Although commonly deployed for textual use cases, several of these models are just as well-versed in image and video applications and, to a lesser extent, audio ones.

Secondly, the possibilities of multimodality applications transcend the ability to simply “process different types of inputs beyond text,” commented Michael Allen, Laserfiche CTO. Today’s multimodal use cases don’t just involve video inputs or audio inputs. They combine these modalities, and any number of others, for a single application, such as analyzing a patient (or customer’s) emotions to optimize treatment, or sales interactions, with them.

When you consider that many such multimodal use cases can be implemented with just a single LLM or foundation model, the cost benefits and efficiency of multimodal AI become even more attractive. However, its grandest premise may be the distinct possibility that, when carefully applied, multimodality AI may “transform the way we as humans interact with technology, broadly speaking,” said John Capobianco, head of AI and developer relations at Itential. By providing pliant, multifaceted interfaces for people to engage with IT systems reliant on multimodal AI on the back end, these technologies may very well accomplish this transformation goal.

MODEL SELECTION

As is the case with most contemporary statistical AI applications, organizations can primarily access multimodal models in two ways.

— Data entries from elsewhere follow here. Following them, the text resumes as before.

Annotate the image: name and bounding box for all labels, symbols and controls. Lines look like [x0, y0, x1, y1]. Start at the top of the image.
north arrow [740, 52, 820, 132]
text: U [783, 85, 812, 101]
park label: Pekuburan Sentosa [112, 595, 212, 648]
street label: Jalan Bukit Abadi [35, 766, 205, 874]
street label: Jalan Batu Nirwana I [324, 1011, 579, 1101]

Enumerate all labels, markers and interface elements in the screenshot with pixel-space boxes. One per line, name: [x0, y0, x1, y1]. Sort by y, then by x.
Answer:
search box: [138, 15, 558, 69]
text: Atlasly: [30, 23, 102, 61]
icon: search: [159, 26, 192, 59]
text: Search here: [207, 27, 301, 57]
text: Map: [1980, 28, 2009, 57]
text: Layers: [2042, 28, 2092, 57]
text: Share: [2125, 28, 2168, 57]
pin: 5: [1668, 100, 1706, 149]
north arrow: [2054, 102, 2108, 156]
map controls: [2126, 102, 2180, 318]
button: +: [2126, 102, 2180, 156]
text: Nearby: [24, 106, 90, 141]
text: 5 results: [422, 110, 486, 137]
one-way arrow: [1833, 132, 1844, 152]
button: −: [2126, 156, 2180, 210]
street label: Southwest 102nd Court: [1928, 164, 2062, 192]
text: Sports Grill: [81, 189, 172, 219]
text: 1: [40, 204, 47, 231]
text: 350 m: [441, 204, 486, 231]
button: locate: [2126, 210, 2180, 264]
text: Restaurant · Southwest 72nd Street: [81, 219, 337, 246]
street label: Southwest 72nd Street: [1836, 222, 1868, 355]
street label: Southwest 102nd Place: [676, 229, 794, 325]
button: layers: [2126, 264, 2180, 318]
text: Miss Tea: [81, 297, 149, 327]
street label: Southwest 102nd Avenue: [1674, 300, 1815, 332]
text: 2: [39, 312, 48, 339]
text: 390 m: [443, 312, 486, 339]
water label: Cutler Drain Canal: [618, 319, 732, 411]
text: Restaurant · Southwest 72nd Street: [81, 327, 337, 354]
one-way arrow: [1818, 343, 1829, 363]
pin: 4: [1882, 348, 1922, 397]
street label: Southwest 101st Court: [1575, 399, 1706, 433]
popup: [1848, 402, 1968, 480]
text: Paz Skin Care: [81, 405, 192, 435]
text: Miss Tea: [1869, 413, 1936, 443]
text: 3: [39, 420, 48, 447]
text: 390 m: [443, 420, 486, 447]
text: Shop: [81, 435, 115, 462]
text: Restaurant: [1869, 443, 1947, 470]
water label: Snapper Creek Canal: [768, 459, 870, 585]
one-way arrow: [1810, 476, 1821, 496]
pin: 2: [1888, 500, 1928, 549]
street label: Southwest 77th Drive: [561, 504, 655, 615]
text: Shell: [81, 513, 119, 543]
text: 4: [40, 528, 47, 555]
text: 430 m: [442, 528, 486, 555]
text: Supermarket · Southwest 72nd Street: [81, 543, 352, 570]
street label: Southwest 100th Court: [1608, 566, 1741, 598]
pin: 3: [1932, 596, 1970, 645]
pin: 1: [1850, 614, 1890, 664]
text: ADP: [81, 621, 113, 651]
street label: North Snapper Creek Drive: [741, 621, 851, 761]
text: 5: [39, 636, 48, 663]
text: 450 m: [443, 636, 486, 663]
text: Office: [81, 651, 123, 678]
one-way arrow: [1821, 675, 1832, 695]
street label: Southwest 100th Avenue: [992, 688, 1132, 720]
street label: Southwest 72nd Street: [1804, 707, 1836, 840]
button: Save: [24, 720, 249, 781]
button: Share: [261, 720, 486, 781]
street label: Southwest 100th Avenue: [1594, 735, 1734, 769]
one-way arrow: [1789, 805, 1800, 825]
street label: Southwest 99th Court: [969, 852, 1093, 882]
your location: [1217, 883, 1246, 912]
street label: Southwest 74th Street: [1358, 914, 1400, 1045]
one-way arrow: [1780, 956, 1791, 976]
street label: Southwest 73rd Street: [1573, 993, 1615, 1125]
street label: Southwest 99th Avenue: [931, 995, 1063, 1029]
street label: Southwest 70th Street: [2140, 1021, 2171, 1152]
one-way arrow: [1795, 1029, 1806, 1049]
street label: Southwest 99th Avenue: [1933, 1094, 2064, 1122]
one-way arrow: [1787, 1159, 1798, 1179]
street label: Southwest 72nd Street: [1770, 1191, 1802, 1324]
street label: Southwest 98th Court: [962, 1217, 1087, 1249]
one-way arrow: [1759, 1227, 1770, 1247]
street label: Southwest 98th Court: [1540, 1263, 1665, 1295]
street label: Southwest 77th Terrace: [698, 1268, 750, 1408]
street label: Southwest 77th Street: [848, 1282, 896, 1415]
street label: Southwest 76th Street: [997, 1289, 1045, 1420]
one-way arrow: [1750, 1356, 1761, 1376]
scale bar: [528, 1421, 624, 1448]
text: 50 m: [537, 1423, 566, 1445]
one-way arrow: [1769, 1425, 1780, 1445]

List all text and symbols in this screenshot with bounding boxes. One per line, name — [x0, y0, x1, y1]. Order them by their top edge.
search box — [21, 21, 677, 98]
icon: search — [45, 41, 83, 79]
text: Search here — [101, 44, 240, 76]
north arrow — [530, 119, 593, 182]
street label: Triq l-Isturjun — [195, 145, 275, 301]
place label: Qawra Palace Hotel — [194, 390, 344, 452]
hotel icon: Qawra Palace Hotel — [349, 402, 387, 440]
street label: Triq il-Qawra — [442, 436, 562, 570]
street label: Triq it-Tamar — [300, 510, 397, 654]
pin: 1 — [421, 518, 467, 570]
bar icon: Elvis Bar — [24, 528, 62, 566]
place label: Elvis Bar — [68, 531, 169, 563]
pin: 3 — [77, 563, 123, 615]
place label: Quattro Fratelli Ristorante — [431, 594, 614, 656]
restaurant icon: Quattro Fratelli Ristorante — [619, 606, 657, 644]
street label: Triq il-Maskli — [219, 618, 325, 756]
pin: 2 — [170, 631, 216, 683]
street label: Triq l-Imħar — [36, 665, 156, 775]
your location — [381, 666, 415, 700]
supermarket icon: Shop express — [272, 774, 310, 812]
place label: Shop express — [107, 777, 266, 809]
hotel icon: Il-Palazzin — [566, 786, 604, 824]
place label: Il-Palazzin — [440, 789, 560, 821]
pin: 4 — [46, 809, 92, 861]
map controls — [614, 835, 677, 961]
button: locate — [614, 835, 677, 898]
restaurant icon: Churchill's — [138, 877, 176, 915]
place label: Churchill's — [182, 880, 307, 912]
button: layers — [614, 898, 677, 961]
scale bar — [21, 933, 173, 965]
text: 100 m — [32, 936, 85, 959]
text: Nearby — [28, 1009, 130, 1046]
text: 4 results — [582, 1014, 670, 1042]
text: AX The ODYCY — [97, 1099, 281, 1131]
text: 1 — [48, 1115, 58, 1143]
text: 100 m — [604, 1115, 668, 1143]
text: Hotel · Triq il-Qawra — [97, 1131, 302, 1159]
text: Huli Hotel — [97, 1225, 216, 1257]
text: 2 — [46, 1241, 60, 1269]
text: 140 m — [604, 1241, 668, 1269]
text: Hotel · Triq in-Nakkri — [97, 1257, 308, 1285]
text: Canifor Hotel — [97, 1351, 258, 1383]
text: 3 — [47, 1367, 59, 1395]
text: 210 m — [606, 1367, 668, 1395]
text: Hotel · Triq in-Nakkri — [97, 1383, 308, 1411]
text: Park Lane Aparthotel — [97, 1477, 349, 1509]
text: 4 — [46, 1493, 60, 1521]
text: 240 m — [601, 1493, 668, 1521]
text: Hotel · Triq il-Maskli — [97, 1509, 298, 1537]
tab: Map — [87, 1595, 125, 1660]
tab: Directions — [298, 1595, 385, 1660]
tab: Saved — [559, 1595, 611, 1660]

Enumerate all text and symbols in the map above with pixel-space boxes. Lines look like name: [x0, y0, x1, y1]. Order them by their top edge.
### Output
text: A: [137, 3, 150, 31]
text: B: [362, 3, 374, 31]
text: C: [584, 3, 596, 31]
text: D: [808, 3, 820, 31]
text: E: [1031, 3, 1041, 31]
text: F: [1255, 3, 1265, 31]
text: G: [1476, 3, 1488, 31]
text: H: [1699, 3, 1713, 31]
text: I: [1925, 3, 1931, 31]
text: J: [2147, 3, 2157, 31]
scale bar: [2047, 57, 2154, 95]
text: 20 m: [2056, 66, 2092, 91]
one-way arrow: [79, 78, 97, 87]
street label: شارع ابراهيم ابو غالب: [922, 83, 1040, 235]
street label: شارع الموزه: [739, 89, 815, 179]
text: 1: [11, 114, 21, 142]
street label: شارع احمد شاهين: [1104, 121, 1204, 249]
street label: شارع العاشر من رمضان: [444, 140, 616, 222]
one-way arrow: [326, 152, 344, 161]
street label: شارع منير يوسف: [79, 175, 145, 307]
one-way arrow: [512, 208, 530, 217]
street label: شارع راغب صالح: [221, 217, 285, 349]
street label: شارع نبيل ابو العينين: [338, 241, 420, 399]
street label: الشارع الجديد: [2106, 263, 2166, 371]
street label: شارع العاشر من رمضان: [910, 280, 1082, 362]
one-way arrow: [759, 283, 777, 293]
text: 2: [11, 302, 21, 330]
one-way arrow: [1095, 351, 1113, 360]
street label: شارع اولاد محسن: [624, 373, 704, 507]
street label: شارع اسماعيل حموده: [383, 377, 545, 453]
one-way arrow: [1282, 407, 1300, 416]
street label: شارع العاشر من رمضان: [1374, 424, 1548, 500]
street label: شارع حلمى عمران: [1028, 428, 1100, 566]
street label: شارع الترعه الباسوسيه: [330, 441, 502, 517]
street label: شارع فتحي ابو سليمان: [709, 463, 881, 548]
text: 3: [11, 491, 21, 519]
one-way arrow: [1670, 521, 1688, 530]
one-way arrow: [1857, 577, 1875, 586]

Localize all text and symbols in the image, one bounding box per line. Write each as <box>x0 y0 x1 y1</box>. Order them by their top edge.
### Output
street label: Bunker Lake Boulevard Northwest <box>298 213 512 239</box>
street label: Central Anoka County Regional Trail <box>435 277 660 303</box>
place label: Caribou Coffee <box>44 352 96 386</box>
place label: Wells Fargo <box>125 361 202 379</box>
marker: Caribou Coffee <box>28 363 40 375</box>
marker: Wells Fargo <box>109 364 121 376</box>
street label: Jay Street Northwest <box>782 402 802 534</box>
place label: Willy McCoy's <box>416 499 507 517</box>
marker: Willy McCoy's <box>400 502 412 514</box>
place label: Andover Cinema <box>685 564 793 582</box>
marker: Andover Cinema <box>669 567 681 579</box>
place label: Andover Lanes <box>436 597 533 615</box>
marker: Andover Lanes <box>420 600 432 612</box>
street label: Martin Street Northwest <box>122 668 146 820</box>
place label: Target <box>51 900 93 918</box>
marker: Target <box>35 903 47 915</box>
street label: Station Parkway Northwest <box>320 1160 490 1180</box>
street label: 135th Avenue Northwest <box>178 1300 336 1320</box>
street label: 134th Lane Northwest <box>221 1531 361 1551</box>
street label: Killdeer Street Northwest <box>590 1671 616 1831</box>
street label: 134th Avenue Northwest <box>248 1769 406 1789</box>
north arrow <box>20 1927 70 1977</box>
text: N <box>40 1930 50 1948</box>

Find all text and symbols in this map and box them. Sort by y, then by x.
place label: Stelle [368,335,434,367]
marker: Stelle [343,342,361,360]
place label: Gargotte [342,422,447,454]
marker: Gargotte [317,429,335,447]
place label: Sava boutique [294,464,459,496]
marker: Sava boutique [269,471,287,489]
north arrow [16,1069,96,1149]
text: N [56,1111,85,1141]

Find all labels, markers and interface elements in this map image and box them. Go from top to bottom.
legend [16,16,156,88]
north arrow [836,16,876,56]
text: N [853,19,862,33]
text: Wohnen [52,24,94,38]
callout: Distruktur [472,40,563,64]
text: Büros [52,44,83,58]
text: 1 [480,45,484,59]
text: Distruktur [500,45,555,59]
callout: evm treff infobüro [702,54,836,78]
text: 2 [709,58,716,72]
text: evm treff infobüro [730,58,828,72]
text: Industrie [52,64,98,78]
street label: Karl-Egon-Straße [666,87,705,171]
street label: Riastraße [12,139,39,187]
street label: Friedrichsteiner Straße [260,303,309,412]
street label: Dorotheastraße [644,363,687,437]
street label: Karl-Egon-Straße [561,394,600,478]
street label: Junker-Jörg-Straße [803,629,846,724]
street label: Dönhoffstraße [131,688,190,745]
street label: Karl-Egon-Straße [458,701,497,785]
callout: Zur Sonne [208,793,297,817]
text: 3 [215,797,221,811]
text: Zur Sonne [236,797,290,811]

The first is via startups or specialist vendors concentrating in one particular modality, such as audio. The second is through “the big cloud providers,” Allen mentioned. “They have models that can be used for image processing, video processing, and audio processing—including OpenAI.”

Other LLM providers, including Anthropic, can also give organizations a single model that accommodates the foregoing modalities Allen described.

Nonetheless, these models don’t perform equally well for different modalities or the range of use cases for which organizations employ them. According to Abhishek Gupta, head of data science at Talentica, “When one competitor starts to see it’s lagging behind, they work harder to get better.” Here are some of the pros and cons of multimodal models for the two most popular modalities, text and static images:

  • OpenAI: As one of the more popular LLM providers, OpenAI is considered a credible choice for general purpose, multitask models. For a document extraction use case, “We used GPT 4.0 from OpenAI,” Gupta said. “It provides both vision and text, and in terms of cost, for vision it performs much better for cost—compared to if you use GPT-4o mini, which is more optimized for text and costs more for images.”
  • Google: There are several iterations of Google’s popular Gemini models for multimodal use cases. When contrasting OpenAI’s GPT 5.1 to Gemini 2.5, “The response time was much better for Gemini,” Gupta observed. “It was able to extract each page in less than 10–15 seconds, whereas GPT 5.1 took more time.”
  • Anthropic: Claude and Sonnet are currently the most widely used multimodal models from Anthropic, which also provides agents powered by models. “People understand that Claude Code and Gemini can write code,” Capobianco acknowledged. “I don’t think people understand that it can then test that code in a real browser, like a real user would, using multimodality.”

This fact has significant consequences for application development, testing, and deployment, as well as network architecture and deployment.